Stack operations using arrays

I need to do some symbol manipulation to evaluate some expressions. Arrays with the array.append and array.pop methods seem to be the logical choice for performing stack operations, but an alternative would be to do it using strings. Just wondering if anyone can provide speed comparison info. Thanks.

Edit: To provide a bit more info, my application needs to evaluate about 40 million expressions (average of 20 characters per expression, 8 of which are operators) per run. My present method which is all string based, takes about 80 seconds to do this. However, due to some changes in the input data format, I will need to redo my code, and wondering whether I should completely redo things using arrays.

google “Shunting Yard Algorithm”
This is a very fast method to evaluate expressions… you will have to customize it some depending on what datatypes, functions and so on you want to support, but it is not that complicated.

I have used it in various projects, including “RetroBasic” which is a “TRS80” like emulator written 100% in Xojo.

it uses TWO stacks (arrays), to convert an Infix expression into an RPN type expression, which can then very easily be “processed”

Arrays will almost always be faster than string manipulation.

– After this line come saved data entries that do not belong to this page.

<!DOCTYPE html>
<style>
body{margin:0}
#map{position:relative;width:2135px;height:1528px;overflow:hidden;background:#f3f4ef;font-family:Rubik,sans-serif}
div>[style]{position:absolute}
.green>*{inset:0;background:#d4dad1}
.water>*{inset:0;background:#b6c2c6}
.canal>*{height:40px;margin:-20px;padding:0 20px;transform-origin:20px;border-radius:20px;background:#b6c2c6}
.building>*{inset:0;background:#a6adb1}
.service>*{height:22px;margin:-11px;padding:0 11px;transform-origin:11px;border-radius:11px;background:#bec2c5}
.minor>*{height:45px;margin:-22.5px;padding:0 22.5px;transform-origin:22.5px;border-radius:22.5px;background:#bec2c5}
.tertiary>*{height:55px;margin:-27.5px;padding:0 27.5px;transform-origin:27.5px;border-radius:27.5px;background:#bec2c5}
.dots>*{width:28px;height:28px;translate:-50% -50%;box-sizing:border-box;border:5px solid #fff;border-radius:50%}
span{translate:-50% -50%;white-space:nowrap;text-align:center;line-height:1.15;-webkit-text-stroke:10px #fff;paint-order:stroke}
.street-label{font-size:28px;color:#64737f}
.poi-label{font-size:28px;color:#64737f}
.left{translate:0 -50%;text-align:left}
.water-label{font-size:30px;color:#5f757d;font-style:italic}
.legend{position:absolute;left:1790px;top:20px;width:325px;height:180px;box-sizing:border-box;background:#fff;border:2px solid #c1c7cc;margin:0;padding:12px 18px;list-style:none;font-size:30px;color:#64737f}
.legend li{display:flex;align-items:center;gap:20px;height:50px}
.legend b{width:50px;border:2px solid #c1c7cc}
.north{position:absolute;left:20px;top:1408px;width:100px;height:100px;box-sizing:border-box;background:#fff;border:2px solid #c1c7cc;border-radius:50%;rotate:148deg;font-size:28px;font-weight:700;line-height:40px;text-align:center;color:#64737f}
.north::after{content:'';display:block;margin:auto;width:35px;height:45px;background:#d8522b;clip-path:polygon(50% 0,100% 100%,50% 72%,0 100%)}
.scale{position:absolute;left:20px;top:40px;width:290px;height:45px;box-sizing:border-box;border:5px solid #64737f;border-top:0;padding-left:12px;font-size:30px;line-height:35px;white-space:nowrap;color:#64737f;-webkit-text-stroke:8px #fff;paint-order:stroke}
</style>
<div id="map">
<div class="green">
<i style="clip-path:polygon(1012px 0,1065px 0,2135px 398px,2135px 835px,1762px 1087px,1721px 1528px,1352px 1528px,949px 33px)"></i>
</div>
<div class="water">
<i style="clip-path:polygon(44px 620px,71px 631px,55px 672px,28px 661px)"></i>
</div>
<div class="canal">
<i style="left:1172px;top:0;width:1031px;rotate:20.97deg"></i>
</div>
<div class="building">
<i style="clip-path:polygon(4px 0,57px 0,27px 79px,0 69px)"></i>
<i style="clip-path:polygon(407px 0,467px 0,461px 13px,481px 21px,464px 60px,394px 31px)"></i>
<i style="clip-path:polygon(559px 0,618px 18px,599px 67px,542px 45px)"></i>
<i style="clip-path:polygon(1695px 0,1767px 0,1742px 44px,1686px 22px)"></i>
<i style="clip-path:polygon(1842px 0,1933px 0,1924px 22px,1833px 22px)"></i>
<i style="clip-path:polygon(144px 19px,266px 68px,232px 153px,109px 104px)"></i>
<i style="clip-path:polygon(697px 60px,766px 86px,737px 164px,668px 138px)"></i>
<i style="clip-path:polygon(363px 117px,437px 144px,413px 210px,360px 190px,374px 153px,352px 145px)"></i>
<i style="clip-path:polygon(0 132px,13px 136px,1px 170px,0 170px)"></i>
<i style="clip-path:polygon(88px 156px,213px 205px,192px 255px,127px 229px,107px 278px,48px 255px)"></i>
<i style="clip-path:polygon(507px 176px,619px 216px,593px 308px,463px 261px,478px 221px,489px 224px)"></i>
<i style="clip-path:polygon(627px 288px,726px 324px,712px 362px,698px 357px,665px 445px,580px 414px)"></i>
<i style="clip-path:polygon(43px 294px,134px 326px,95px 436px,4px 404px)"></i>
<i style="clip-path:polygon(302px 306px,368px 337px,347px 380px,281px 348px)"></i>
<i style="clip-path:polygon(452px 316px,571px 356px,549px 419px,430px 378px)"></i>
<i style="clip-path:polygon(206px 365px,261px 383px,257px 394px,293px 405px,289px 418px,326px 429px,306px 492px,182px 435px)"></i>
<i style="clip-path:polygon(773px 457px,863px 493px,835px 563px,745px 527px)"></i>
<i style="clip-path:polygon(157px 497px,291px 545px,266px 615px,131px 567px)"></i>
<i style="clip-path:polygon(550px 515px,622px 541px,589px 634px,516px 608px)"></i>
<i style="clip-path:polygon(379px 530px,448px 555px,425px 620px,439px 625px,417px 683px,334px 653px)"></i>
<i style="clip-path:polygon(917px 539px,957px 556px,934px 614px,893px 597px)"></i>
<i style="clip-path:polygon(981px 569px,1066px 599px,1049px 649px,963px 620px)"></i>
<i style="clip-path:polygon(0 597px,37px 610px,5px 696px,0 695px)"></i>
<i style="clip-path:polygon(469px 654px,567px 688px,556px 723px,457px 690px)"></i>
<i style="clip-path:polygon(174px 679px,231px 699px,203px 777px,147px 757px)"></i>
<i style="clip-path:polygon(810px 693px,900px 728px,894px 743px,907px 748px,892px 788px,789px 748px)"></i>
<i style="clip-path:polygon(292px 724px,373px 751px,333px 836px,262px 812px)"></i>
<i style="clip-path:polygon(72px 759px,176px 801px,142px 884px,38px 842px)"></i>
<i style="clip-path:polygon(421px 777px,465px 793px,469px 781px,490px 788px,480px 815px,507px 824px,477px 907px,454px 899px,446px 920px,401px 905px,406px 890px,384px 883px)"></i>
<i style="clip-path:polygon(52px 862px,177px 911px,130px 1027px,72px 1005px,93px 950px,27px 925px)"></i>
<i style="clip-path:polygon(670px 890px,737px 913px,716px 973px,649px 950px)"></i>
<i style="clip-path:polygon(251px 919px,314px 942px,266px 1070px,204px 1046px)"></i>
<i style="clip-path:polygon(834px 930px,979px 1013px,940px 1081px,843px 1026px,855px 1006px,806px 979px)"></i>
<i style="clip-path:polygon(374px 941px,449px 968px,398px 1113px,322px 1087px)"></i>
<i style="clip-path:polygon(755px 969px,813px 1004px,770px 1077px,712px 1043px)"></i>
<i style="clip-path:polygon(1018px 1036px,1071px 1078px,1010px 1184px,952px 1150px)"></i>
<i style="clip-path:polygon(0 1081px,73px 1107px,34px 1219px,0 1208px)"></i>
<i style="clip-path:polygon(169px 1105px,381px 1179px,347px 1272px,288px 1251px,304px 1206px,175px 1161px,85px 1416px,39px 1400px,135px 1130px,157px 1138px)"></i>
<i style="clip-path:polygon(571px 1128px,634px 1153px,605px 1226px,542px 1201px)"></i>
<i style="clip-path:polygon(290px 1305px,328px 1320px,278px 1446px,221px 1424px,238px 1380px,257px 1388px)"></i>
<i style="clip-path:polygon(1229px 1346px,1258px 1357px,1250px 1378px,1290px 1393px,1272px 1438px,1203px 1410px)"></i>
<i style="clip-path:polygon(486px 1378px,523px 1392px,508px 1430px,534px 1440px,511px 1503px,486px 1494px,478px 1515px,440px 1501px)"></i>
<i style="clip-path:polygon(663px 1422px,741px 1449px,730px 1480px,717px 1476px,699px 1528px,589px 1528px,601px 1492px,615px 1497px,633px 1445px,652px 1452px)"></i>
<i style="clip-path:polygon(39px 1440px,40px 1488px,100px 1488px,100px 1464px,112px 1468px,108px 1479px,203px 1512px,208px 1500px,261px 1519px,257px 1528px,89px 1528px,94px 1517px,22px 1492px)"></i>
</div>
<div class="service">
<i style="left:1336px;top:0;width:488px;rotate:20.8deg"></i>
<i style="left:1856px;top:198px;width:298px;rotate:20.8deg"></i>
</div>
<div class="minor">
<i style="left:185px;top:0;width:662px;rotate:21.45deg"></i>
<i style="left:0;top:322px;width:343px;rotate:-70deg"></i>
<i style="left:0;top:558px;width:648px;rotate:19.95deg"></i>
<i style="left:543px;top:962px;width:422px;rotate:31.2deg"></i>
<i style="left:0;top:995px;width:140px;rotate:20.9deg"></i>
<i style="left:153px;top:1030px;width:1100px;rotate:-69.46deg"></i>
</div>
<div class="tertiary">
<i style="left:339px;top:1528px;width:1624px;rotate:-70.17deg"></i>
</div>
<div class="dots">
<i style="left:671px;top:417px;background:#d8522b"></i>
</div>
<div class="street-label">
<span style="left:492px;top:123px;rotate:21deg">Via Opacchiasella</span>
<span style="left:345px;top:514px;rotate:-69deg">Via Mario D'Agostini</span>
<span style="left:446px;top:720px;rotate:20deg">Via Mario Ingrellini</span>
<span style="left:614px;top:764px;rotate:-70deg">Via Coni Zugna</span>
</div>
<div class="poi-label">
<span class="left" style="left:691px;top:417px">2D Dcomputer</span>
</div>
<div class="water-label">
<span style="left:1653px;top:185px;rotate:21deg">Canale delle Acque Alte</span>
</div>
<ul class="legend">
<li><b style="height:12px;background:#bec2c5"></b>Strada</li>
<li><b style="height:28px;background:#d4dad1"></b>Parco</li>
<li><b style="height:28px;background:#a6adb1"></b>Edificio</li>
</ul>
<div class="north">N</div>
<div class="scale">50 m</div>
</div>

Thanks. Since the input expression arrives as a string, it became a question of whether I would recover the time taken by completely tokenizing it into an array, and then processing it with array operations, compared to leaving it as the original string and using string functions. Especially since there are some rather nice string functions such as replaceall(), countfields() and nthField(), that get a lot of work done, and save a lot of programming headaches.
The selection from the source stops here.